Reading with Patrick by Michelle Kuo

As a teacher moving into a severely poor and segregated town in the Mississippi Delta, Michelle Kuo quickly recognizes the adversity so many of her students face. Kuo allows a quiet student, Patrick, to flourish under her attention until she leaves the area to pursue a law degree. Years later while watching the news, she hears that Patrick has been charged with murder and immediately moves back to spend the next seven months reading, analyzing, and critiquing classical literature with Patrick in the visiting room of the county jail. The power of this relationship transforms both individuals and brings to light questions of economic and racial inequality and issues of incarceration in America.

Economic Mobility

Janesville by Amy Goldstein

Amy Goldstein spent years engrossed in Janesville, Wisconsin—an industrial town still suffering from the shutdown of General Motors’ oldest national plant during the Great Recession. Digging deep into the lives of the hard working population of Janesville, she reveals the ongoing struggle Americans are facing to rebuild a successful working class.

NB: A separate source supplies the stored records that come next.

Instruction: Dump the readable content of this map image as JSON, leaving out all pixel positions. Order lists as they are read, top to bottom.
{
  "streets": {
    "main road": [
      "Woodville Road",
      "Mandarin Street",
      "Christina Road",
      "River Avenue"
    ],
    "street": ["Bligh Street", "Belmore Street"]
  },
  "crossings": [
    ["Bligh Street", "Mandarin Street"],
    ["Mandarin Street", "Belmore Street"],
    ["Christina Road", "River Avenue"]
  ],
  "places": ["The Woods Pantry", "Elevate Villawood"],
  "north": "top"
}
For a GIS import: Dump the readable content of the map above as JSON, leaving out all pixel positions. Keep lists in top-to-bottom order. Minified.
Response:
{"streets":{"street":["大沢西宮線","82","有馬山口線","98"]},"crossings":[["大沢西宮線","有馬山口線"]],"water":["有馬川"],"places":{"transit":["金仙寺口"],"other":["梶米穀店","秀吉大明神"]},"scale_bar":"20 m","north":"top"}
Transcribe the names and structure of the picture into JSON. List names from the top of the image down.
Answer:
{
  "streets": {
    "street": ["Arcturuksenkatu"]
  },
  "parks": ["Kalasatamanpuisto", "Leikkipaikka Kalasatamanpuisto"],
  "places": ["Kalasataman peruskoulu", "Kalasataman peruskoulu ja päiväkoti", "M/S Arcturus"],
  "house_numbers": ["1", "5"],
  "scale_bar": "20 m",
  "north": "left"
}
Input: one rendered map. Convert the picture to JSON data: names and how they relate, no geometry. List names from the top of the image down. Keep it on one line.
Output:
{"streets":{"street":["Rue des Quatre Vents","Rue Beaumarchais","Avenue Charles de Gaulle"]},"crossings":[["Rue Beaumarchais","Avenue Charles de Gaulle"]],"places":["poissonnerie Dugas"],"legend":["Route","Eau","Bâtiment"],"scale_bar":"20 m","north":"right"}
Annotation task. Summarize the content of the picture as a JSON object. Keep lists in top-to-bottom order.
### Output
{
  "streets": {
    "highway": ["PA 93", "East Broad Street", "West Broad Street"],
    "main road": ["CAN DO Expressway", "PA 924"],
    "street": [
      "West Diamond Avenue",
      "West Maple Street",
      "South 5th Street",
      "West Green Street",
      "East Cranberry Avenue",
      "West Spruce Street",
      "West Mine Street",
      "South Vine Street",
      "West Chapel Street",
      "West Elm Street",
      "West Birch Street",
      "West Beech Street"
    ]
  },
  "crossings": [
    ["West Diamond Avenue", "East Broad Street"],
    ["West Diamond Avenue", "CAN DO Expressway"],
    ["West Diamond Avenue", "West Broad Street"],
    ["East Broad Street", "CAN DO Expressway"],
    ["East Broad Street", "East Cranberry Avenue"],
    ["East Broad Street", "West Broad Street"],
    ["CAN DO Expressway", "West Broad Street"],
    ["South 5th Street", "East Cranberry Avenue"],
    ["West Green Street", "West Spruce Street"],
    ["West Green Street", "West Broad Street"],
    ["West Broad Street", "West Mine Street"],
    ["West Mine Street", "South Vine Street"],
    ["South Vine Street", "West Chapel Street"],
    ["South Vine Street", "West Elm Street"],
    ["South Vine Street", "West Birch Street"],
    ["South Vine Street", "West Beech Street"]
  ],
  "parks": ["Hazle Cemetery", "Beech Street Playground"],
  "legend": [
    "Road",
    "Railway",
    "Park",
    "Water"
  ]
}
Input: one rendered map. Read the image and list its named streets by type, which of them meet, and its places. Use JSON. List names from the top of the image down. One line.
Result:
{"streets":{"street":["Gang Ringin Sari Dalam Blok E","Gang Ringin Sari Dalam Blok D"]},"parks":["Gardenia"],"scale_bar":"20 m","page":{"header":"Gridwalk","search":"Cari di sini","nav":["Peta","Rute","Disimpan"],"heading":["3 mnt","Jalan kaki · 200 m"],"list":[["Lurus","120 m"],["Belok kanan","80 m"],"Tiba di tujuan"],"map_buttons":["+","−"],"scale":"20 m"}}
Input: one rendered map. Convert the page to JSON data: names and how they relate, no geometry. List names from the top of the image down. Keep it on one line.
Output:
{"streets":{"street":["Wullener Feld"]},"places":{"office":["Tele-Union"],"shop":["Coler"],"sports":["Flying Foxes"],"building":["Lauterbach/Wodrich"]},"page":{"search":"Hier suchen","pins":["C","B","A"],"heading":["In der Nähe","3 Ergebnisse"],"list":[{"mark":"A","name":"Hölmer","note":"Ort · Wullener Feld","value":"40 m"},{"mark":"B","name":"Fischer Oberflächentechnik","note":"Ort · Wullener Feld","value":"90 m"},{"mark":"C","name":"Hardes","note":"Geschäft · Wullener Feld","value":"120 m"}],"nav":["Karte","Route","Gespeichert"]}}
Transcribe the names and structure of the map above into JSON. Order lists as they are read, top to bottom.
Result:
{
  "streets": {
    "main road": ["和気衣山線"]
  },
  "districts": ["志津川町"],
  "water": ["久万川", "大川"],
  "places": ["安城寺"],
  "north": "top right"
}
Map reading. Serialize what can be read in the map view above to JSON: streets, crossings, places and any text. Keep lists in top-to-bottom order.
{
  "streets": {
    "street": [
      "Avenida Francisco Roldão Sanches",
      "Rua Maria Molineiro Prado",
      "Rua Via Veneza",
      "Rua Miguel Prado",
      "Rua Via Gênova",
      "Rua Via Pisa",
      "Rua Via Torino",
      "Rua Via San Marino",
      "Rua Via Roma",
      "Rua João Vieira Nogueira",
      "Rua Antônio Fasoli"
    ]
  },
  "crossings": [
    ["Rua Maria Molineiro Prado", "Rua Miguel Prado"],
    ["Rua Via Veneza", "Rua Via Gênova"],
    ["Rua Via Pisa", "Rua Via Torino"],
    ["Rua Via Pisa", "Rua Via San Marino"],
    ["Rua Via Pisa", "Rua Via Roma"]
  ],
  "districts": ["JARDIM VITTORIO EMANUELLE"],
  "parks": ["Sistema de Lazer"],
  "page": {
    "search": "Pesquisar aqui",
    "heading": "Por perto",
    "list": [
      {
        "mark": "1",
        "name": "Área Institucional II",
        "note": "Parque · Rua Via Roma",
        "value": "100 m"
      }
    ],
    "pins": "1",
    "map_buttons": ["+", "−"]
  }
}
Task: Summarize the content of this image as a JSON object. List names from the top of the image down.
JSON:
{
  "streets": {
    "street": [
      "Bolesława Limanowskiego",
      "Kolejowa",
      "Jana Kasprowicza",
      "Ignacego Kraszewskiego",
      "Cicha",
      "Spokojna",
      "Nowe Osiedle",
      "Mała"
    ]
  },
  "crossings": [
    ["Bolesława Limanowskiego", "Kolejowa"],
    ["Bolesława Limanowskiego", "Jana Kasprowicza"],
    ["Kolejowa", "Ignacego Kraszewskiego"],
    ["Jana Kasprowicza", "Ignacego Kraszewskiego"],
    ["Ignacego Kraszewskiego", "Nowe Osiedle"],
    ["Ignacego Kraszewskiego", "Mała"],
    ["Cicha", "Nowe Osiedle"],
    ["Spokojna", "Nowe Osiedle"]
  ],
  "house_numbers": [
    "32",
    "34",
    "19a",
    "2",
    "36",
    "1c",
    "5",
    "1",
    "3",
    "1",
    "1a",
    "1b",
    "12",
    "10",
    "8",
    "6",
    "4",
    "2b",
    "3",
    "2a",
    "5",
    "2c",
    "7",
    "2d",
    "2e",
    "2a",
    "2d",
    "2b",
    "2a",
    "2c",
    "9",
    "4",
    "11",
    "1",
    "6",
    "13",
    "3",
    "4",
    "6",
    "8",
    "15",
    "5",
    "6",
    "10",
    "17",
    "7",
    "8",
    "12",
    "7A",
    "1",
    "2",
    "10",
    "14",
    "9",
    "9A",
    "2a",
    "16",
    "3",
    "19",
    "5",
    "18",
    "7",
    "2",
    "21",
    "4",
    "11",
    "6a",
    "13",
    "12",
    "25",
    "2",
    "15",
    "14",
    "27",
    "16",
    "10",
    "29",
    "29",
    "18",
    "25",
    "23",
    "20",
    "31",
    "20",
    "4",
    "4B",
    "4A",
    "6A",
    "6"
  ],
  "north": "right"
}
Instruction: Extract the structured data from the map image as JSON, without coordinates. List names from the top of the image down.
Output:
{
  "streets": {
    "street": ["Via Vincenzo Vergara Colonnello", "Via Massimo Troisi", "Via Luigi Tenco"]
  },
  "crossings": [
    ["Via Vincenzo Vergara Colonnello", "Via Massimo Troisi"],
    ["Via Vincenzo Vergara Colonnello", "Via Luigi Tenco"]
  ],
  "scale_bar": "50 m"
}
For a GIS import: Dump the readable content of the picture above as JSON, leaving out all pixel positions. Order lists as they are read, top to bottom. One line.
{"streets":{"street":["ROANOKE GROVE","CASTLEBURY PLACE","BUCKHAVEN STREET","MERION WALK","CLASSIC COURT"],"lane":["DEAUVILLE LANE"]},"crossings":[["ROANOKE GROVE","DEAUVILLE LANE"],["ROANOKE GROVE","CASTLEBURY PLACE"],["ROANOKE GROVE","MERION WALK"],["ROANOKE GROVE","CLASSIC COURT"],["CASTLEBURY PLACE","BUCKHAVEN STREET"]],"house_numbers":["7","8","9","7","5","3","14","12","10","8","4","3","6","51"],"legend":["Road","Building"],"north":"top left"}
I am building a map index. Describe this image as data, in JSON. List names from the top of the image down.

Evicted: Poverty and Profit in the American City by Matthew Desmond

Desmond takes us into the lives of eight families in the poorest areas of Milwaukee that are on the edge of eviction, even when spending almost everything they earn on rent. This novel details the increasing issue of affordable housing and economic exploitation and provides new solutions to this distressing American obstacle.

Strangers in Their Own Land: Anger and Mourning on the American Right by Arlie Russell Hochschild

A renowned sociologist, Arlie Hochschild, travels outside of her liberal homestead of Berkeley, California to the bayou of Louisiana, where she meets with communities to better understand why they seemed to vote against their own interests in the 2016 election. She implements her knowledge of the sociology of emotions to gain an understanding of why people that would seem to benefit from a “liberal” government’s help are averse to it.

Strategies for Change

Winners Take All: The Elite Charade of Changing the World by Anand Giridharadas

To what extent will the elite and wealthy strive to be good Samaritans fighting for equality if it endangers their ranking on top? Giridharadas examines how  wealthy individuals define themselves as changemakers and campaign to do good but are simultaneously oblivious to the harm they or their organizations contribute to in the world. Winners Take All forces us to question our systemic approaches to change and consider how to build equitable institutions for the future.

Emergent Strategy: Shaping Change, Changing Worlds by adrienne maree brown

The strategy to change is to be aware of the constant transformations happening around us in every moment. In this radical self- and society-help book, brown inspires readers to build a tool kit of skills for self-change in order to establish a base to create positive change in the world. Based equally on science and science fiction, you will consider your surroundings and your position in society in a whole new way after reading Emergent Strategy.